§ **Task objective**
Across the records that follow, count each line holding "linecap", and write only the total.

Stored data entries:
━━━━━━━━

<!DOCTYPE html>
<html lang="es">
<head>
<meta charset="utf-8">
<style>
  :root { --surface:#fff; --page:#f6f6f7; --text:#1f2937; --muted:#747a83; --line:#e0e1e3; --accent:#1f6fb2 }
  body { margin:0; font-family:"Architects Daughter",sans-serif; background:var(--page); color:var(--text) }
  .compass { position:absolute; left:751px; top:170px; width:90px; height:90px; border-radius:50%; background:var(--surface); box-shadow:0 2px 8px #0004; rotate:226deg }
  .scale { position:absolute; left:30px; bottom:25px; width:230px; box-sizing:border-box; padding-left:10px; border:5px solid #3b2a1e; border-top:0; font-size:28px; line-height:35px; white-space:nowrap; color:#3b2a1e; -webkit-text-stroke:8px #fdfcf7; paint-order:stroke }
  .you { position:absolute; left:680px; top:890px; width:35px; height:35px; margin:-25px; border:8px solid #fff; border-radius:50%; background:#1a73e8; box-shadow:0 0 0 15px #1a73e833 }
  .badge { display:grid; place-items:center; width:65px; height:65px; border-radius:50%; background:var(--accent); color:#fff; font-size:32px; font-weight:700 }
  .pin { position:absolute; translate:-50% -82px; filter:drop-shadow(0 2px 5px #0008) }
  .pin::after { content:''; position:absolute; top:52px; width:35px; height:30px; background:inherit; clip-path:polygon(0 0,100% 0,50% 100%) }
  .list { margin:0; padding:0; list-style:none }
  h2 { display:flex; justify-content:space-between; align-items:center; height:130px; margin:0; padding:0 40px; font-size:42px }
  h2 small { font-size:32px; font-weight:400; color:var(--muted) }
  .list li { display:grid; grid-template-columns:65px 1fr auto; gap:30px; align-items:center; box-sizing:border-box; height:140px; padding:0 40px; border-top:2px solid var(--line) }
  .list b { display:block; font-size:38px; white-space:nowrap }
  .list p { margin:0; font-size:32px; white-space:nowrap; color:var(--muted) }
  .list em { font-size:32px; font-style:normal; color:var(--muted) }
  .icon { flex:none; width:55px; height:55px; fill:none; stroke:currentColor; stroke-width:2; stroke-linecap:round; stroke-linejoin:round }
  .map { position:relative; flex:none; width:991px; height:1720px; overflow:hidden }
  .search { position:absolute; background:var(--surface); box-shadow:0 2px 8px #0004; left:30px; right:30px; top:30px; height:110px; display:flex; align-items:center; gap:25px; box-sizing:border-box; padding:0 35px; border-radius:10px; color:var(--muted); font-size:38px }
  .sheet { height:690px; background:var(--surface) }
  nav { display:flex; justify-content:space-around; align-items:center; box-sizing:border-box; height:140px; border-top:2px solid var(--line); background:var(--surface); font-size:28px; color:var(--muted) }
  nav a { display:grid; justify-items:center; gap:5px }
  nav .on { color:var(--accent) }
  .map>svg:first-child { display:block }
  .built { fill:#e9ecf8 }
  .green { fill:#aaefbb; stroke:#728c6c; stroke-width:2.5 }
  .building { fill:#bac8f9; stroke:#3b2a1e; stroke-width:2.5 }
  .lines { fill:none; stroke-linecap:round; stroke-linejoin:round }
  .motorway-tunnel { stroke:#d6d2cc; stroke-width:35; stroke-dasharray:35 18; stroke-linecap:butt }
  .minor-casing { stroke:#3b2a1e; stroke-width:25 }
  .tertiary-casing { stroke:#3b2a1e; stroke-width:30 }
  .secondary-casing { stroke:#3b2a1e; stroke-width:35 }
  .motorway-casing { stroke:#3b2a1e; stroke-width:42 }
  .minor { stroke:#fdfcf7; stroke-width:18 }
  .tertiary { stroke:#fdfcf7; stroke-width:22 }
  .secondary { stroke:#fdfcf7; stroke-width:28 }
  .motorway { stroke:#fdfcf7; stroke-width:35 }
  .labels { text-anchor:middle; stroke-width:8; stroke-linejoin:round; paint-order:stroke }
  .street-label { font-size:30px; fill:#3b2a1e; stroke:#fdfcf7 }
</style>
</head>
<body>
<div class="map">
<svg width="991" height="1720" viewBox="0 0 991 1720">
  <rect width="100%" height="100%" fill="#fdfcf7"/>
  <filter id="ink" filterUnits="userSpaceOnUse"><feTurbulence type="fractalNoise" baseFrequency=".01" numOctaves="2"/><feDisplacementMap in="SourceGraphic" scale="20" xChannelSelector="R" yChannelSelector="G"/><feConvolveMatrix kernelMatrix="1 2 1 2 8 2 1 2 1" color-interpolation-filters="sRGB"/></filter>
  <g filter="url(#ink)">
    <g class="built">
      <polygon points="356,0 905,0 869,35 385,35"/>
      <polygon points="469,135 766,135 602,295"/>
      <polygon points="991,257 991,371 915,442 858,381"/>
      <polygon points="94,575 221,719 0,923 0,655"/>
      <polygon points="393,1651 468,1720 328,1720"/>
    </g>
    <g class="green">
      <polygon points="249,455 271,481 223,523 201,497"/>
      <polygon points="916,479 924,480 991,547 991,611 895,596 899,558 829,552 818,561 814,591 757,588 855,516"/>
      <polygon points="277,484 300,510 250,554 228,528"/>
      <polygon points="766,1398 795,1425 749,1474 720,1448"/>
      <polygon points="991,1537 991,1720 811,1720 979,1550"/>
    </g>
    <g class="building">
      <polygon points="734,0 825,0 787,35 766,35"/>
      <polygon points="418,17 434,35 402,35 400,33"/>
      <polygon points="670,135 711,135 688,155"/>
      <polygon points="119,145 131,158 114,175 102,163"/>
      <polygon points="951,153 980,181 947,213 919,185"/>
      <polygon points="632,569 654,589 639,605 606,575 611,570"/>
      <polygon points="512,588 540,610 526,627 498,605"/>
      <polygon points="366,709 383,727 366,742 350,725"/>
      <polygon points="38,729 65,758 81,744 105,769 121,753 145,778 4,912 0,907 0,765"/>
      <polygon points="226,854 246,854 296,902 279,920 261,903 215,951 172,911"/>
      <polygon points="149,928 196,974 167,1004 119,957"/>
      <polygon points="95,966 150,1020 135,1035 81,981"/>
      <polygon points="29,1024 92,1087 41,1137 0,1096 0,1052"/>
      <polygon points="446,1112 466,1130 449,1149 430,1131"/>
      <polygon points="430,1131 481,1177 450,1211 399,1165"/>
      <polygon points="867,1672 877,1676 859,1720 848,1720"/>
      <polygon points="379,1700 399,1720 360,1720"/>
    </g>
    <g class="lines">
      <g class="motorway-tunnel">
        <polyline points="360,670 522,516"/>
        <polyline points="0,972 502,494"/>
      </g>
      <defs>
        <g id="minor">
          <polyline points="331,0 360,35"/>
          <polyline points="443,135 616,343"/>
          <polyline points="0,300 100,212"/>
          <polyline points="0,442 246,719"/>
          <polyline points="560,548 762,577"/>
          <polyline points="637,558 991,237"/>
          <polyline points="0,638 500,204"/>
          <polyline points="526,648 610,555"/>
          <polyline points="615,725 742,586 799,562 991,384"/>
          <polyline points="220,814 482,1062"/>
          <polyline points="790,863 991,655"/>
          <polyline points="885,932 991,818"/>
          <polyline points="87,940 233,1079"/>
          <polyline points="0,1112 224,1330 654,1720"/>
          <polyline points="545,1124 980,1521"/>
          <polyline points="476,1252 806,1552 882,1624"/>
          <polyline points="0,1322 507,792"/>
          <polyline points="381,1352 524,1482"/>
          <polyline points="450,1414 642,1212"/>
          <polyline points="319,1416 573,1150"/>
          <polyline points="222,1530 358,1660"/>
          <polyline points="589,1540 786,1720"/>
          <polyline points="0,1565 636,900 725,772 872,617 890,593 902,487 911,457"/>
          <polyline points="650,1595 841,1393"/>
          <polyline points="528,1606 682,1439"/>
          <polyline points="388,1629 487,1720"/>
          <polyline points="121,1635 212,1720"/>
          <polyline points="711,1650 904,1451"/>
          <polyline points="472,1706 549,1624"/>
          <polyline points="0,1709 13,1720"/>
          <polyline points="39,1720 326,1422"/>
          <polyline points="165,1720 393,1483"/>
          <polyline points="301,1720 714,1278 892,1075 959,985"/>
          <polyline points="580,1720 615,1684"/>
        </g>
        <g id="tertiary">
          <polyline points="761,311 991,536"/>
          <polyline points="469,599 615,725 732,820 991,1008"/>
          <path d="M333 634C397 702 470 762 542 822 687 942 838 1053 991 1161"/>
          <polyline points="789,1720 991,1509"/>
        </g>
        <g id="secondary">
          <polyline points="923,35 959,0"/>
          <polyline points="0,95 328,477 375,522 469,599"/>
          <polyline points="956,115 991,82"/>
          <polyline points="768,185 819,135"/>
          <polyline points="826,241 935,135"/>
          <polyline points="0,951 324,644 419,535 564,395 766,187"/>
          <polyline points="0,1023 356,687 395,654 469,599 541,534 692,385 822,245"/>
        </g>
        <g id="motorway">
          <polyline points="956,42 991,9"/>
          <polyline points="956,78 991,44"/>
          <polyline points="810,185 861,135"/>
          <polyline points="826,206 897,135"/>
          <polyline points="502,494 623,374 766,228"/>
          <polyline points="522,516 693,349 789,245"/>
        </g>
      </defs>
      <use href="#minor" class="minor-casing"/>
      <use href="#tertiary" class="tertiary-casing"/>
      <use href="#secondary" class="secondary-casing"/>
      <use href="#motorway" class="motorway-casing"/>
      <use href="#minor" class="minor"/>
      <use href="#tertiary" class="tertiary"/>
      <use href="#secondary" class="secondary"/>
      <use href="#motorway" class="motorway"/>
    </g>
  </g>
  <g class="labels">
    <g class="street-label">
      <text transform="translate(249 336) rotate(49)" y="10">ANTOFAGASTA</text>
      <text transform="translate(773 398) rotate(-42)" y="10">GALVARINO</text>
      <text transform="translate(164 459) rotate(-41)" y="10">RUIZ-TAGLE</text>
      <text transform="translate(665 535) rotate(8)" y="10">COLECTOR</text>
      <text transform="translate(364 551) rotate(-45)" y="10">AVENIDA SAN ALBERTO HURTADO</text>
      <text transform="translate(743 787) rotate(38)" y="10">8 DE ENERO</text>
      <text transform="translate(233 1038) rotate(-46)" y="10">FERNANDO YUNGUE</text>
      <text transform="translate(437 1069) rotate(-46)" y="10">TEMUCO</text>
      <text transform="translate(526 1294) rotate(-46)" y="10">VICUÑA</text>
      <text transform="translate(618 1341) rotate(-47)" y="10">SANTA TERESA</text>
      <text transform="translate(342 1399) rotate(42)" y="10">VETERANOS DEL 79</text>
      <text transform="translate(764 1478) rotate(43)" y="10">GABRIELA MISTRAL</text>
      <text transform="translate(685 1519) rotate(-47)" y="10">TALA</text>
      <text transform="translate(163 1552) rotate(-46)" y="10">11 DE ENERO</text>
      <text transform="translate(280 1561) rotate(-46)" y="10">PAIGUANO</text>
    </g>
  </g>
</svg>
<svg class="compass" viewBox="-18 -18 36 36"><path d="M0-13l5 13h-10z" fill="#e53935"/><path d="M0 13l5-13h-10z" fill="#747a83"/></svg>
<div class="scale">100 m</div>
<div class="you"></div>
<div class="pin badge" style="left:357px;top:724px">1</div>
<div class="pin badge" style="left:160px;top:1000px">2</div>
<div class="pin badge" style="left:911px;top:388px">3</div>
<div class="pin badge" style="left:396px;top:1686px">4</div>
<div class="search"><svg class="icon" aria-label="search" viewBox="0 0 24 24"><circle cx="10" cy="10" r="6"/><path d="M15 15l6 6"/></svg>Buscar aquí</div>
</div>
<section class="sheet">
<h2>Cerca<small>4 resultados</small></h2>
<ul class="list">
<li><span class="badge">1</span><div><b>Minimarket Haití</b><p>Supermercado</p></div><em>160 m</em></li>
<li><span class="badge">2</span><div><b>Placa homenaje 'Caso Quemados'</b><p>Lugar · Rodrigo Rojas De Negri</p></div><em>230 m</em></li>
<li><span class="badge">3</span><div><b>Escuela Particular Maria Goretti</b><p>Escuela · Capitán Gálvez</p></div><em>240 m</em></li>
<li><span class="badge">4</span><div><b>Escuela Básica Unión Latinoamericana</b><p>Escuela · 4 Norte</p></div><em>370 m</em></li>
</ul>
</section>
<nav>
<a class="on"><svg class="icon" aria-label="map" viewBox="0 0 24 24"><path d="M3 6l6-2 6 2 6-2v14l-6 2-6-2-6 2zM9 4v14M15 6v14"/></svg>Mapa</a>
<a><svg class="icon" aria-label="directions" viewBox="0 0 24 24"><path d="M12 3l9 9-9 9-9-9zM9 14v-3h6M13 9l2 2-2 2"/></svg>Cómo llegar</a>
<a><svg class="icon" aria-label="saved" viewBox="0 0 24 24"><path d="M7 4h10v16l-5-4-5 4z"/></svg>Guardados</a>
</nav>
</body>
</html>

━━━━━━━━

§ **Answer to this task**
3